It happens that after looking at the old code, we say: “It’s easier to rewrite it than change it.” It is sad if we are talking about our own code, which was written with such love several years ago. Head of Developer Relations at Evrone Grigory Petrov in his report at TechLead Conf 2020 analyzed the problems that lead to such a situation, and told how to deal with the Software complexity problem.
In this article, seemingly disjoint things intersect: neurophysiology, the curse of the zero price of copying, cognitive and social intuition. And, of course, it raises the topic of code complexity. You will learn about where it comes from, why it can’t be removed, and how to live with it.
Evrone is engaged in custom development of complex software. Therefore, it is important for its employees to write readable code so that customers can maintain it themselves and thank the company for a job well done.

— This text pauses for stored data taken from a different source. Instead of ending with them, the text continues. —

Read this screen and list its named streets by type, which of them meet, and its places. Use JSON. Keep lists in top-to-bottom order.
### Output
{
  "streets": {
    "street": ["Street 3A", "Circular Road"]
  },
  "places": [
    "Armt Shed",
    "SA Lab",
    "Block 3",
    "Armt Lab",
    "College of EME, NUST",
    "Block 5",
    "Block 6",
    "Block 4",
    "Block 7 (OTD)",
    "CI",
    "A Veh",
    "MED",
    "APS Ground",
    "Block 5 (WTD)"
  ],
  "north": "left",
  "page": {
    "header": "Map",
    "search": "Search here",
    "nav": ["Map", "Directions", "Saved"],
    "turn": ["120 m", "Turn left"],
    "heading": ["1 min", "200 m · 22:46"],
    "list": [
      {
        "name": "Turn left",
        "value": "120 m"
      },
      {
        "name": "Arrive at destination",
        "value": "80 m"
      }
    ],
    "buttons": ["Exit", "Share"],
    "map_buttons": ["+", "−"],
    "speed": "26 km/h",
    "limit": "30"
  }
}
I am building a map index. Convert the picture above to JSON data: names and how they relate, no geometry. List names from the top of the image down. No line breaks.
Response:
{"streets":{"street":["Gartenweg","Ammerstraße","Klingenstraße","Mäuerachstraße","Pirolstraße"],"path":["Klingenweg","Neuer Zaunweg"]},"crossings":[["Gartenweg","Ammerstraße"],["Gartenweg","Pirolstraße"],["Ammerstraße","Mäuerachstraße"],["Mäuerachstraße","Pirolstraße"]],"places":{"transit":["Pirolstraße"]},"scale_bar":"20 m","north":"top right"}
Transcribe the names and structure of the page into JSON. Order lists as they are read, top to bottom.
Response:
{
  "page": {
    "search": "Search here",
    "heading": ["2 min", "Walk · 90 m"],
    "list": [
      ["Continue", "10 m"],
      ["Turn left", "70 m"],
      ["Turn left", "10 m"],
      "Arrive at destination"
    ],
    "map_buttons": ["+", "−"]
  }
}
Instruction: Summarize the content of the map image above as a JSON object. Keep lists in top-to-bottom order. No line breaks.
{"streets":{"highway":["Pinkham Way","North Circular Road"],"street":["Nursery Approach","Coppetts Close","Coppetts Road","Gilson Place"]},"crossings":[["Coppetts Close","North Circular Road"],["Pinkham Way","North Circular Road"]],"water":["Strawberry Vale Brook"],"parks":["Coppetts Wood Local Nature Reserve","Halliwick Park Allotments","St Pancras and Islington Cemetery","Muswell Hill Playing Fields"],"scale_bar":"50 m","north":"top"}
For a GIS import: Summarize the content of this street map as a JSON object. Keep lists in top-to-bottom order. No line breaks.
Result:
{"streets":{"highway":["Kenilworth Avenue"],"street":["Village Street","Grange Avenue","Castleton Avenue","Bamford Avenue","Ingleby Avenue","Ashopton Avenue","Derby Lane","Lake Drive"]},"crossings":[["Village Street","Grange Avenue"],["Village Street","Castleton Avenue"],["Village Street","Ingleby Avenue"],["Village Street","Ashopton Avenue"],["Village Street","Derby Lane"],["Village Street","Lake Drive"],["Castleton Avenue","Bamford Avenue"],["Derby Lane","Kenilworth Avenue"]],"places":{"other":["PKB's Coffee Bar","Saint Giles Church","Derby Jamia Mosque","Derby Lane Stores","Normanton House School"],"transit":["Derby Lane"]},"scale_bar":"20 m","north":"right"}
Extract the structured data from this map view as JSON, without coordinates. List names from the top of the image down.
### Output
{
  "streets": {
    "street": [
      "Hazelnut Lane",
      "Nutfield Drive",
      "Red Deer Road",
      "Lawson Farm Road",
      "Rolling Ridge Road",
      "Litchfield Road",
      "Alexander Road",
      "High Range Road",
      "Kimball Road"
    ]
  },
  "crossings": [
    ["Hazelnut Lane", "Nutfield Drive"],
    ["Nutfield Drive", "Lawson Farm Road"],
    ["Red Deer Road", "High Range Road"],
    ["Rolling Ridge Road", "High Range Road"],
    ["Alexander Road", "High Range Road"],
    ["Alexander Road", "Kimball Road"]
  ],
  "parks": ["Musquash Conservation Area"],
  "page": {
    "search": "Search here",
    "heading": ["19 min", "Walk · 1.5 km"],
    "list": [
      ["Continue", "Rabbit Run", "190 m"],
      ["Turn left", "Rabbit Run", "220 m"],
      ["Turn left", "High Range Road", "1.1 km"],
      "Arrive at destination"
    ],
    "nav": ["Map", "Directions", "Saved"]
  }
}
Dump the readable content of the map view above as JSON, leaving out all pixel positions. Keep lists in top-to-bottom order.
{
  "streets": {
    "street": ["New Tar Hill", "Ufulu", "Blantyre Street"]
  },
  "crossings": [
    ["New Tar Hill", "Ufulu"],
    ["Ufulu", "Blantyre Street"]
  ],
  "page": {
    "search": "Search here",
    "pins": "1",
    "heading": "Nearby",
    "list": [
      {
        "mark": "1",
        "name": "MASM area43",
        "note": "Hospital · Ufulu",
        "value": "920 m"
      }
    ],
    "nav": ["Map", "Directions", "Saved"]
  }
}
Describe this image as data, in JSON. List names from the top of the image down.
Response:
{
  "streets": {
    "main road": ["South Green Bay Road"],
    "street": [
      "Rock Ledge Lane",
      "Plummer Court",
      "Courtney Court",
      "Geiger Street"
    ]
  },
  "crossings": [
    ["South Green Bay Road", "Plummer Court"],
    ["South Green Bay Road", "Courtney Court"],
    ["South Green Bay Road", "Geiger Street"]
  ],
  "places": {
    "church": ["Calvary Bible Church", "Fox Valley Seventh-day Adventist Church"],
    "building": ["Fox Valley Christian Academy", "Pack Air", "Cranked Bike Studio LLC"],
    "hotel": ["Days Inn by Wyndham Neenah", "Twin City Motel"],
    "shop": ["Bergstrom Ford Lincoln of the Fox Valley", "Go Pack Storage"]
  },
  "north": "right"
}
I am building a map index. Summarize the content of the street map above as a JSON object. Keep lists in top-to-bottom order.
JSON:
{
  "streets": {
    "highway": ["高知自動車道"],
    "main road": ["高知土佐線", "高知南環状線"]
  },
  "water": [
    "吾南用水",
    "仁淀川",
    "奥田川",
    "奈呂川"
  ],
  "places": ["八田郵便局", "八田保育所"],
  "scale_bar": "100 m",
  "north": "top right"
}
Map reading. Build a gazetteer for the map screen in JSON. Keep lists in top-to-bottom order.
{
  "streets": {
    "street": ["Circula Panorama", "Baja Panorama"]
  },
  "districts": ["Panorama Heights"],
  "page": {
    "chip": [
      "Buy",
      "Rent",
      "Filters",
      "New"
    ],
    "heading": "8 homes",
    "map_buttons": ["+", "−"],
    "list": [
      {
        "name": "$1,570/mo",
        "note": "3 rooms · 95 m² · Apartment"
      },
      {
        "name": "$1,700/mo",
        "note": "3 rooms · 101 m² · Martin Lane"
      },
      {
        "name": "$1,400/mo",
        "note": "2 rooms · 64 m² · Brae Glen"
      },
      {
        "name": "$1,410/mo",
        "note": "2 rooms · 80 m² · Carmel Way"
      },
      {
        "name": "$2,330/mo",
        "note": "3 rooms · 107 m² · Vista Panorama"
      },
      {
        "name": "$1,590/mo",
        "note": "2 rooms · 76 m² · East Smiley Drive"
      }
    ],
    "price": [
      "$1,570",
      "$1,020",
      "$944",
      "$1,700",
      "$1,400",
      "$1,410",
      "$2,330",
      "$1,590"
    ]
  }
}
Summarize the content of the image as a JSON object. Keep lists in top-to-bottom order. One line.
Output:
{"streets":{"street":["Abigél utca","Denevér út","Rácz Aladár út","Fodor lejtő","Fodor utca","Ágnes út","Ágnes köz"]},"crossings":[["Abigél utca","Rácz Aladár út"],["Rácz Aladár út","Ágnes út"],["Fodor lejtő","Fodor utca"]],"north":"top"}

But despite twenty years of experience in programming, Grigory admits that writing readable code is still difficult. And in this article we will discuss all the alleged difficulties.
When an artist paints a picture, he does it in strokes: he takes a brush, paints and begins to apply one stroke at a time. But we must not forget that he can always take a step back to look at his creation in its entirety.
We can say that programmers also write code in a kind of “brushstroke”: identifier by identifier, operator by operator, expression, statement, line by line, you get creations of 10, 100, 1000 lines of code.
But unlike an artist, programmers can’t “take a step back”. The artist uses the machinery of the visual cortex, which has a zoom mechanism. And when the code is written, the mechanisms of short-term and long-term memory are used, which, unfortunately, do not have a zoom mechanism architecturally provided.
Therefore, one of the main problems that exist in software development is what we call the Software complexity problem, which can be translated into Russian as “the problem of program complexity”.
But there are a huge number of other areas where complexity also accumulates. For example, rocket science. People who make spaceships have a lot of difficulties, don’t they?
But they also have years of training that start right from kindergarten. Future rocket scientists learn counting, first oral, then written, then come to school, where they study physics and mathematics. Years pass, they enter the Institute, where they learn, in fact, about the construction of rockets. They have established practices on how to build rockets, and skills are reinforced by repetition. The future rocket Builder designs, experiments, improves, and the fifteenth rocket will still go beyond the atmosphere.
Our brain, of course, is not a” blank slate ” from birth, but it is also not a computer with pre-installed software. It is believed that we can think exactly the same thoughts and in the way that we have learned in our lives. Intuitive thinking does a good job at the household level when evaluating ranges: evaluate how beautiful the picture is, how well the repair is done, how talented the artist is.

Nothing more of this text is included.